← Back to Publications List

Discovering AI Research Trends: A Comparative Study with TF-IDF, BERT and PCA-Based Clustering

Students & Supervisors

Student Authors
Naved Akhter
Bachelor of Science in Computer Science & Engineering, FST
P.m. Tasriful Islam
Bachelor of Science in Computer Science & Engineering, FST
Md Abdullah Al Noman
Bachelor of Science in Computer Science & Engineering, FST
Md. Saif Ahmed Sourav
Bachelor of Science in Computer Science & Engineering, FST
Supervisors
Tohedul Islam
Assistant Professor, Faculty, FST

Abstract

Reading scientific abstracts provides a quick overview of research content, but manually reviewing thousands of them is time-consuming and inefficient.
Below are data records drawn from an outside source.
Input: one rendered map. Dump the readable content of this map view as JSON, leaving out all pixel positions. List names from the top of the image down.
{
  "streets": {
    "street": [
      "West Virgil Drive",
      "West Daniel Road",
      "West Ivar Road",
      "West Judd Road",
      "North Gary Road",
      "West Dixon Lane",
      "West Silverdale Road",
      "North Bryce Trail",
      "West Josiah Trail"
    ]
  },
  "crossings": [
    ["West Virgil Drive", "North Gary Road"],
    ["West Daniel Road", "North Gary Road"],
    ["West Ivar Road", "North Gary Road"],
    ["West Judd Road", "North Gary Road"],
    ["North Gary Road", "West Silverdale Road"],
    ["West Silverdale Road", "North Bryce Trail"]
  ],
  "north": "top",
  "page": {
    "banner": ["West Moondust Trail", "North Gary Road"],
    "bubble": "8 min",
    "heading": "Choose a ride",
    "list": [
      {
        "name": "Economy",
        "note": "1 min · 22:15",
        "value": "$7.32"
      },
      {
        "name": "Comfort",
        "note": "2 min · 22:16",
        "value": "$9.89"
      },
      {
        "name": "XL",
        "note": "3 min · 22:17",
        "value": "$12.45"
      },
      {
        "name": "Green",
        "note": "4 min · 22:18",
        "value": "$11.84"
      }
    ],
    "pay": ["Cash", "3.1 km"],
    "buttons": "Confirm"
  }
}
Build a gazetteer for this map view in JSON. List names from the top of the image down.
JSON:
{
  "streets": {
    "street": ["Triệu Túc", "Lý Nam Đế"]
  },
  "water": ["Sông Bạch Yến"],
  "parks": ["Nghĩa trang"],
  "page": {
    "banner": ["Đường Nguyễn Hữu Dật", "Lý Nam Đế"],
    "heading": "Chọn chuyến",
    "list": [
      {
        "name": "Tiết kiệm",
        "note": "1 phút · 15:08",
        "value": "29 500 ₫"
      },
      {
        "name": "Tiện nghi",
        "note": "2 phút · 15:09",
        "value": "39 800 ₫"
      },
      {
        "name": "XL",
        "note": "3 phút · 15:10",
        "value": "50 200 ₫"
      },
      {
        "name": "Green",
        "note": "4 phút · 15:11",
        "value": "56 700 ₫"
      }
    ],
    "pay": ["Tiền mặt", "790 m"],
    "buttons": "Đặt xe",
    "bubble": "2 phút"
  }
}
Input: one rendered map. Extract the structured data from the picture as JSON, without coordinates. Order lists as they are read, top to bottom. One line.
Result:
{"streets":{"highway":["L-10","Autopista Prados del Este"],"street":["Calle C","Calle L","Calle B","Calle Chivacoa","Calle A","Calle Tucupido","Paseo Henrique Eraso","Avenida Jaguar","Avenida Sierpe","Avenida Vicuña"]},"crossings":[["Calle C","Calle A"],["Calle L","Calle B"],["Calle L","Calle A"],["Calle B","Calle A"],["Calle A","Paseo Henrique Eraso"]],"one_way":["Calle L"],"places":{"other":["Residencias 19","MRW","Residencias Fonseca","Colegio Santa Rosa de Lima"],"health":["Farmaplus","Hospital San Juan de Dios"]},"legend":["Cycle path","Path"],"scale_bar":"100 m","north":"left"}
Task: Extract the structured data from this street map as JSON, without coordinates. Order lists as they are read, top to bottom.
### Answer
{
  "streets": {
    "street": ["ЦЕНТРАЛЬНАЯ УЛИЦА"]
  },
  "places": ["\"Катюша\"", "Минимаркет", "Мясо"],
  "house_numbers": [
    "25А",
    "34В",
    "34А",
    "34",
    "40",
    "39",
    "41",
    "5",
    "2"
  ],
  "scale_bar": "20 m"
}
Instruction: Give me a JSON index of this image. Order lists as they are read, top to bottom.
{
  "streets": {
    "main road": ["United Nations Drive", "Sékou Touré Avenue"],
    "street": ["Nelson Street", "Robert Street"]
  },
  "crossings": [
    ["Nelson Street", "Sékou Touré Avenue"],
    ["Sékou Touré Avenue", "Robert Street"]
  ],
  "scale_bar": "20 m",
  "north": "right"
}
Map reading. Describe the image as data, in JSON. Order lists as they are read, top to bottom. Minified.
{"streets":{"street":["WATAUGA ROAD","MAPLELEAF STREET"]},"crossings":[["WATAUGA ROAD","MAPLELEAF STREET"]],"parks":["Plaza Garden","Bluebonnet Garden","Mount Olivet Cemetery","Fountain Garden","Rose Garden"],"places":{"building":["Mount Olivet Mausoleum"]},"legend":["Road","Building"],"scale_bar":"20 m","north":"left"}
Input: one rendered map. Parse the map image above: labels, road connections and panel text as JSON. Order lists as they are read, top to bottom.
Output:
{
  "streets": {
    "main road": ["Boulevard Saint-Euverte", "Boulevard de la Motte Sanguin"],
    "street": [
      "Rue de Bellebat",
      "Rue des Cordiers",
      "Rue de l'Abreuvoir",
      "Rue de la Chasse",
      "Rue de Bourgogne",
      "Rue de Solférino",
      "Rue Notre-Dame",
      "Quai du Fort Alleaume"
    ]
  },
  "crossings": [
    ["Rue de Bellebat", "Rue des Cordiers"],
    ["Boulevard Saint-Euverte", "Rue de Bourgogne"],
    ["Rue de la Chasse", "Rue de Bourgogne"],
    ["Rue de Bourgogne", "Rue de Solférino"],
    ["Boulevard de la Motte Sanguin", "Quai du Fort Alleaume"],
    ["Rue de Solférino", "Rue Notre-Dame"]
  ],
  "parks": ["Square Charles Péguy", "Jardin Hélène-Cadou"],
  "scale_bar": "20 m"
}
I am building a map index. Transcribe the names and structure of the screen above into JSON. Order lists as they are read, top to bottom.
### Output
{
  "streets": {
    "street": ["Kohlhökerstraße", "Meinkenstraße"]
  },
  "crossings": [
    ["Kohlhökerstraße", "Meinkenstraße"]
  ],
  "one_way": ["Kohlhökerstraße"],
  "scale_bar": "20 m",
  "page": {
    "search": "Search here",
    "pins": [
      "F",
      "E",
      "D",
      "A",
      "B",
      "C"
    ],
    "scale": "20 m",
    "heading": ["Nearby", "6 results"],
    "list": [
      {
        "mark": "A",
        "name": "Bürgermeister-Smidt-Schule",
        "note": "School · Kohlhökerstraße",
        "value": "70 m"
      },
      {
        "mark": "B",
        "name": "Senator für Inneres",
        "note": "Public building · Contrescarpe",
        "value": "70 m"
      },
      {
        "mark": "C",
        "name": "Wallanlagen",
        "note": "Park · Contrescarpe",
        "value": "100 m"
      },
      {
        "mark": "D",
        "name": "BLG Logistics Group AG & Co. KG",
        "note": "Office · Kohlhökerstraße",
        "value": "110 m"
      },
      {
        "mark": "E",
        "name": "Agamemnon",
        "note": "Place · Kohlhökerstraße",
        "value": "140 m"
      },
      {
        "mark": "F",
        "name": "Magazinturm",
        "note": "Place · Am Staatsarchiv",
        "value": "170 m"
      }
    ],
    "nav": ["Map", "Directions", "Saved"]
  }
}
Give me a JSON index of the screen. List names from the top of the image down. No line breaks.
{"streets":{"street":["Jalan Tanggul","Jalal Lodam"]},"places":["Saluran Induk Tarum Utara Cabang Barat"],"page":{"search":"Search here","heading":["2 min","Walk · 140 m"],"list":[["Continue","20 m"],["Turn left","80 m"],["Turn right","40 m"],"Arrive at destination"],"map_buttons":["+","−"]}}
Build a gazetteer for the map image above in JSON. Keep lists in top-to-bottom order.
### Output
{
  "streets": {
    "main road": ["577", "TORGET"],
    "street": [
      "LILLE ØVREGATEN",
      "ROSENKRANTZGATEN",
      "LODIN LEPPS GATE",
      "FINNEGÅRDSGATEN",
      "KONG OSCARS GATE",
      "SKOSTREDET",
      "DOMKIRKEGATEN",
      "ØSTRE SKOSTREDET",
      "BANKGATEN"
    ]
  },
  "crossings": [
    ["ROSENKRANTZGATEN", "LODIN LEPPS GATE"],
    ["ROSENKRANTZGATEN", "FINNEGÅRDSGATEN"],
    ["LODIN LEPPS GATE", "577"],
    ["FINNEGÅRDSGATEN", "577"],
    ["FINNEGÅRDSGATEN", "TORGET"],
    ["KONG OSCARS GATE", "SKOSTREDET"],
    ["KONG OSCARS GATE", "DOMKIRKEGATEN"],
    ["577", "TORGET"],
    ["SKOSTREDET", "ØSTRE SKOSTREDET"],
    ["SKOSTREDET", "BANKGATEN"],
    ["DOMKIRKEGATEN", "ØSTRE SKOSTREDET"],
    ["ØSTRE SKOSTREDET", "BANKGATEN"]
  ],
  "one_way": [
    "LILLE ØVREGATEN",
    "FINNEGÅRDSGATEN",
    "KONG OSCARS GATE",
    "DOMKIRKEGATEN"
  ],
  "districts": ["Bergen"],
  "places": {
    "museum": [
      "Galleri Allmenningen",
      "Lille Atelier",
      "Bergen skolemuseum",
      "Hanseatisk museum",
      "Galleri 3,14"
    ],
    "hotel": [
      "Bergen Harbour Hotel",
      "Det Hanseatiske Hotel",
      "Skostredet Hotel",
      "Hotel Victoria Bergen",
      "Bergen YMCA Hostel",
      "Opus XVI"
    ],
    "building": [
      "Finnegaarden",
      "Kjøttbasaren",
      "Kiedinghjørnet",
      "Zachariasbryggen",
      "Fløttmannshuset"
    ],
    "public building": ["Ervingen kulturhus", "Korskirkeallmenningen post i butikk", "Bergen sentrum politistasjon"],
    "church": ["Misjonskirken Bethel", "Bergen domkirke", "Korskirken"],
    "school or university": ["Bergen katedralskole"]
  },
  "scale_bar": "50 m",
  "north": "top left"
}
This study applies three clustering algorithms, K-Means, Hierarchical, and DBSCAN, to analyze a dataset of 2,000 abstracts with two NLP techniques: TF-IDF and BERT embeddings.Clusters show the top keyword that are used most in scientific paper’s abstract to understand the overall context. The Dataset’s abstract was related to LLM and we applied Principal Component Analysis for data Visualization. Results show that BERT embeddings consistently outperform TF-IDF representations, with the BERT + K-Means combination achieving the most coherent clusters. The silhouette scores of K-Means was 0.007 with a DB index 5.246 applied TF-IDF and silhouette scores of 0.138 with a DB index 2.428 applying BERT where K-Means performs the best. This work demonstrates how unsupervised clustering can reveal emerging themes in research on Large Language Models (LLMs) and Cyber Security, offering a practical tool for researchers to identify trends efficiently without extensive manual reading.

Keywords

Clustering TF-IDF BERT K-Means NLP

Publication Details

  • Type of Publication:
  • Conference Name: 28th International Conference on Computer and Information Technology
  • Date of Conference: 19/12/2025 - 19/12/2025
  • Venue: Long Beach Hotel, Coxs Bazar
  • Organizer: IEEE Bangladesh Section.